The International Criminal Court occupies an important place in the ecosystem of international justice and the US supports the investigation of the ICC Prosecutor,“, for example, the US international envoy for global justice said at a conference in Lviv last week Beth van Schaack.

US Defense Secretary Lloyd Austin is said to have opposed the handing over of evidence at a meeting of the National Security Council.  Photo: Reuters

Joe Biden has the last word

Vice President of the US government Kamala Harris at the Munich Security Conference accused Russia of crimes against humanity in Ukraine and expressed support for international investigations.

The disagreement between most of the administration and the Pentagon is expected to be resolved at a meeting of the National Security Council on February 3, according to sources, but Defense Secretary Lloyd Austin he didn’t give in. American president Joe Biden has yet to make a final decision on the matter, the Guardian reports.

The US has been able to assist international courts since last year

Last December, the US Congress changed long-standing legal restrictions on US assistance to courts, allowing the US to participate in investigations and possible prosecutions related to the war in Ukraine. Among the main initiators of the changes was a Republican senator Lindsey Grahamwhich also blames the Pentagon for the deadlock.

The Ministry of Defense opposed the legislative change – it was passed by a large majority – and now they are trying to undermine the letter and spirit of the law. The Department of Defense seems to be the problem child here. The sooner the ICC gets the information, the better it will be for the whole world,Graham told the New York Times.

The US supports the UN, ICC and OSCE investigations

The US is actively participating in the investigation of Russian war crimes in Ukraine. “The United States is supporting a series of investigations to identify and hold those responsible, including through the Office of the Prosecutor General of Ukraine, the United Nations, expert missions under the auspices of the Moscow Mechanism of the OSCE (Organization for Security and Cooperation in Europe), and the International Criminal Court, among others.” the press office of the National Security Council explained to the Guardian Adrienne Watson.

The Guardian also asked the US Department of Defense for comment on the New York Times’ report, which only said: “The Ministry of Defense believes that Russia should be held accountable.

The Rome Statute has not been ratified by Ukraine, Russia, or the United States

The International Criminal Court (ICC), based in the Dutch city of The Hague, began investigating alleged Russian war crimes in Ukraine shortly after the start of the war. However, the ICC has limited adjudication powers, as neither Russia nor Ukraine has ratified the Rome Statute, on the basis of which the court was established.

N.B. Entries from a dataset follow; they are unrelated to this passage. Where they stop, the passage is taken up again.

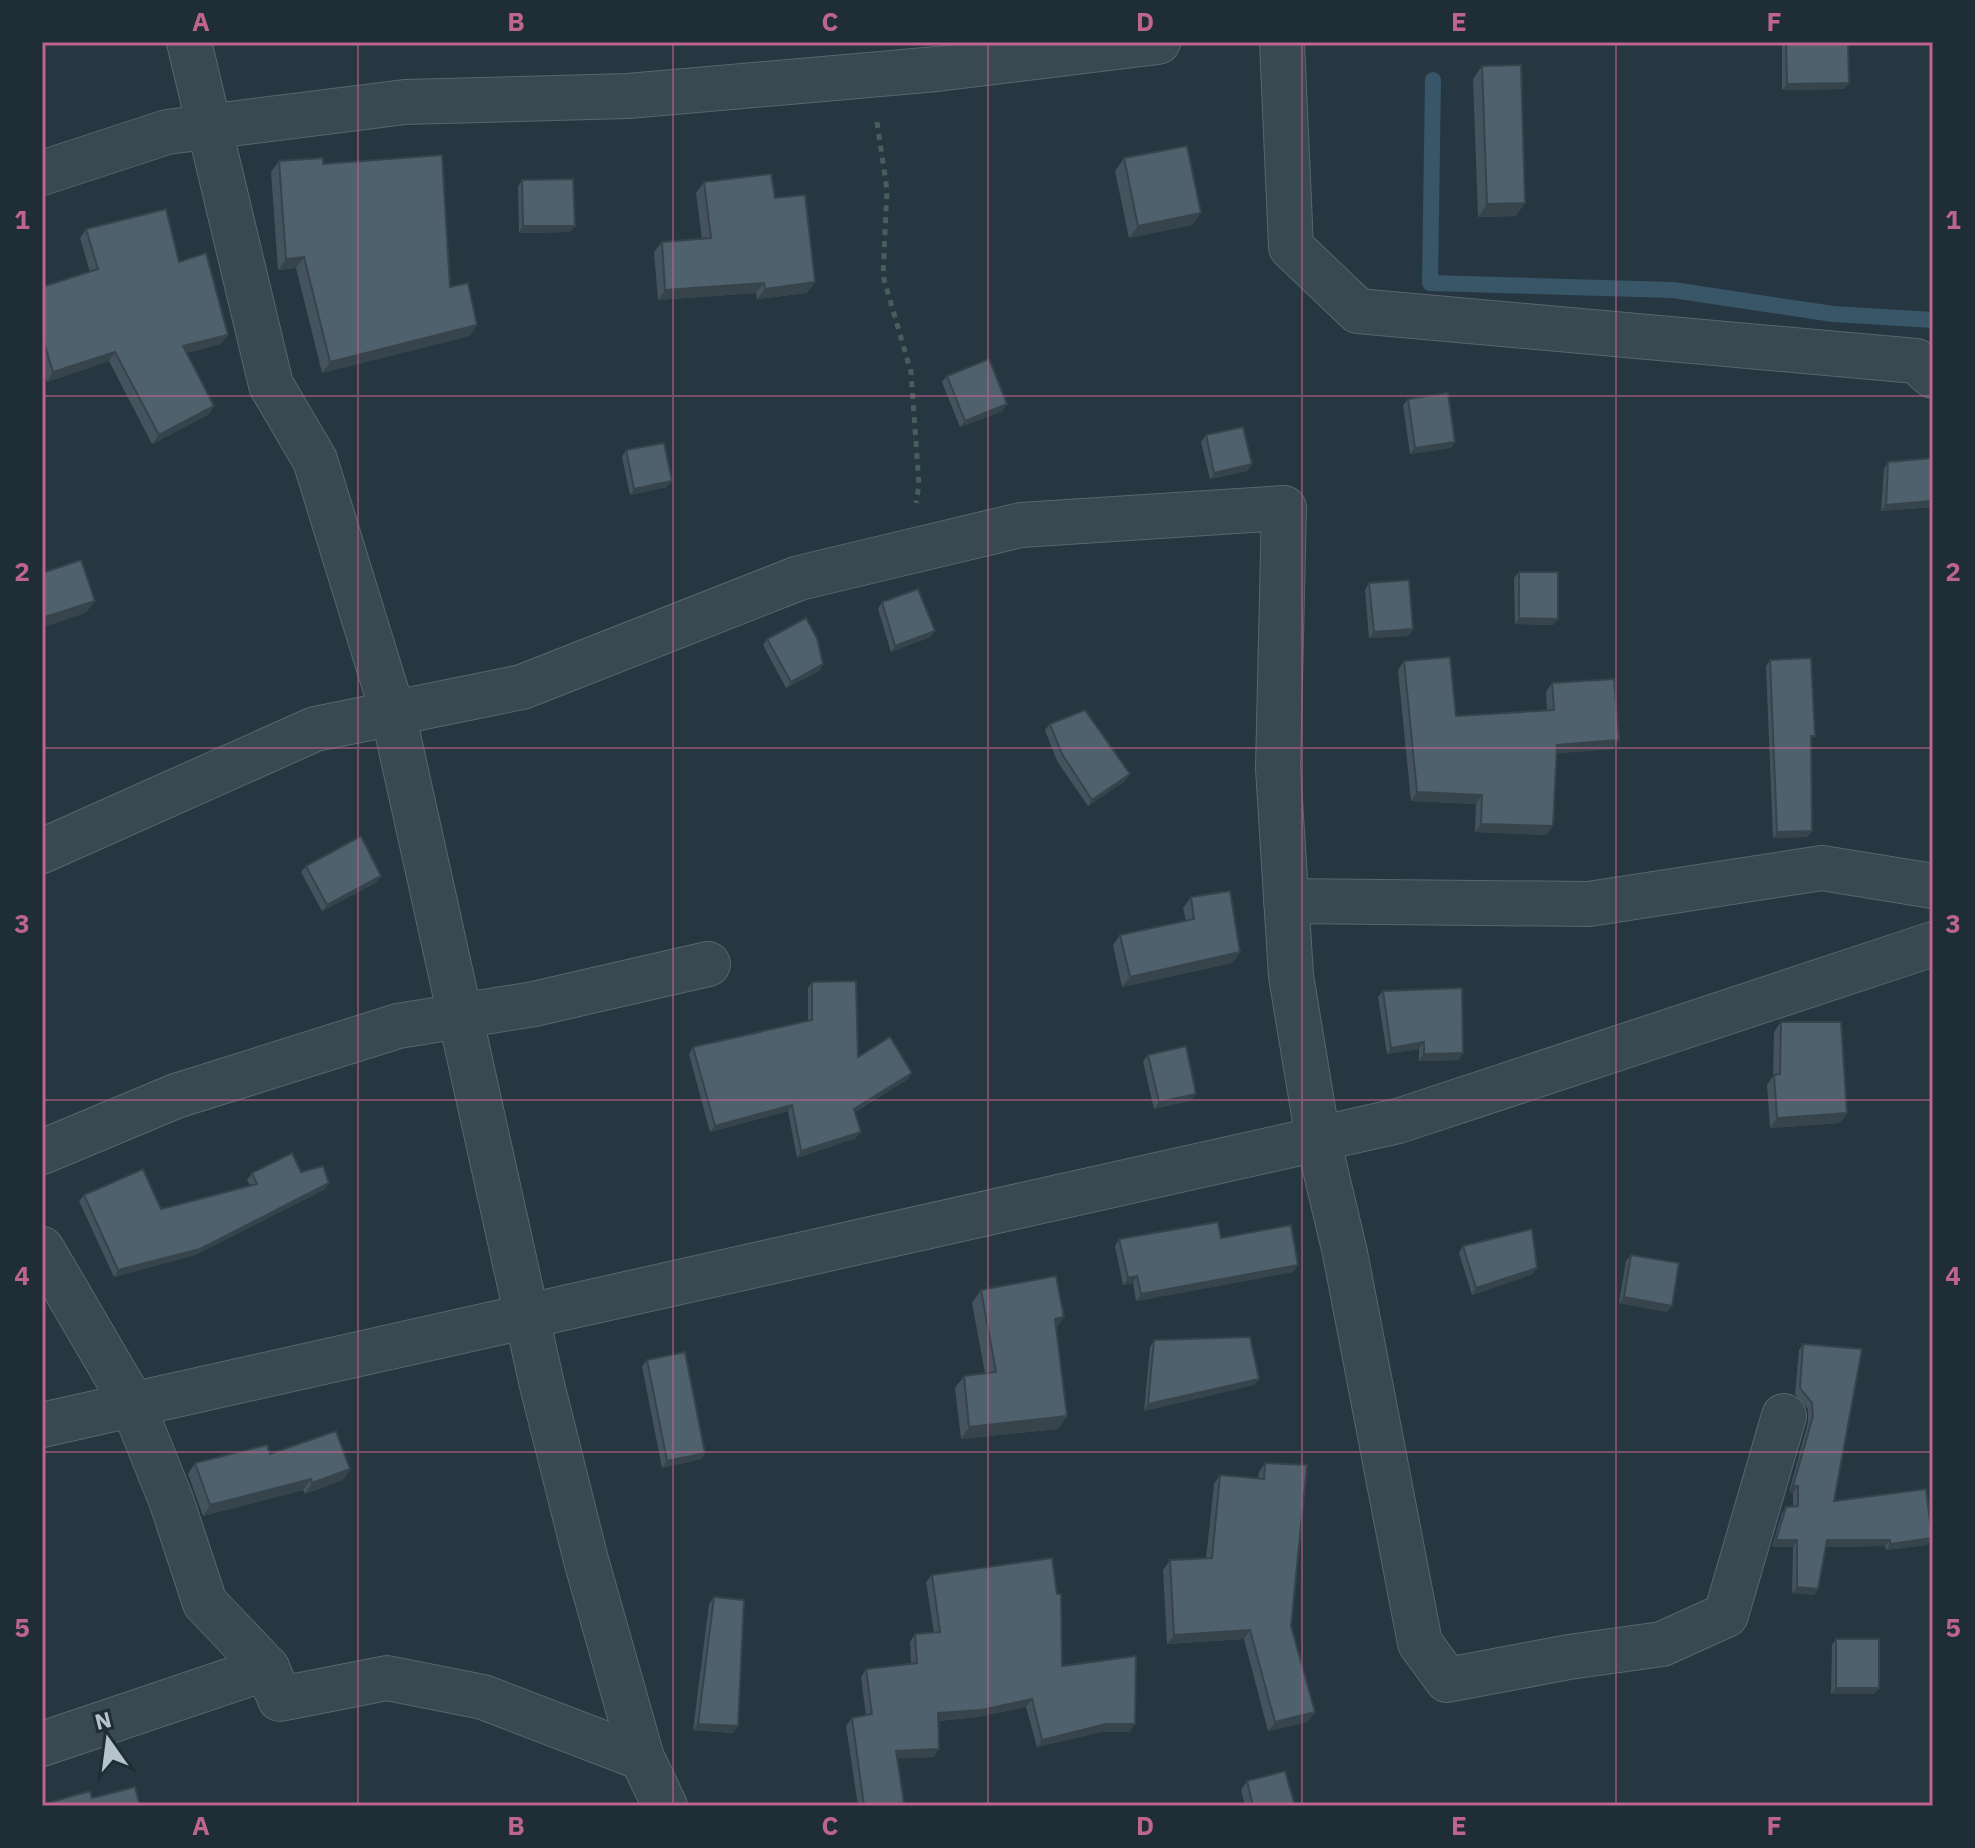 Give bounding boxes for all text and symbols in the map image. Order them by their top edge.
text: A [192,4,210,38]
text: B [507,4,525,38]
text: C [822,4,839,38]
text: D [1136,4,1154,38]
text: E [1451,4,1467,38]
text: F [1766,4,1782,38]
text: 1 [14,202,30,236]
text: 1 [1945,202,1961,236]
text: 2 [14,554,30,588]
text: 2 [1945,554,1961,588]
text: 3 [14,906,30,940]
text: 3 [1945,906,1961,940]
text: 4 [14,1258,30,1292]
text: 4 [1945,1258,1961,1292]
text: 5 [14,1610,30,1644]
text: 5 [1945,1610,1961,1644]
north arrow [68,1700,148,1780]
text: N [92,1704,114,1736]
text: A [192,1808,210,1842]
text: B [507,1808,525,1842]
text: C [822,1808,839,1842]
text: D [1136,1808,1154,1842]
text: E [1451,1808,1467,1842]
text: F [1766,1808,1782,1842]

This makes him the president of Ukraine Volodymyr Zelensky repeatedly called for the establishment of a separate court for Russian war crimes in Ukraine. Meanwhile, the European Union is preparing to establish an international war crimes prosecution office in Ukraine.

Ukraine can hand over suspects to the ICC

Chief Prosecutor of the ICC Karim Khan announced last October that Ukraine could hand over Russian suspects of war crimes to the ICC for consideration if the trial in Ukraine could not be held for legal reasons. The Rome Statute states that the international court only has jurisdiction if the courts in the home country are unwilling or unable to prosecute the suspect.

The ICC was established under the Rome Statute in 2002 to deal with crimes at the international level, including war crimes, crimes against humanity and genocide. Although American legal experts also helped draft the Rome Statute and although it was signed in 2000 by the then US President Bill Clinton, was never ratified by the Senate. Clinton’s successor George W. Bush then the US withdrew its signature.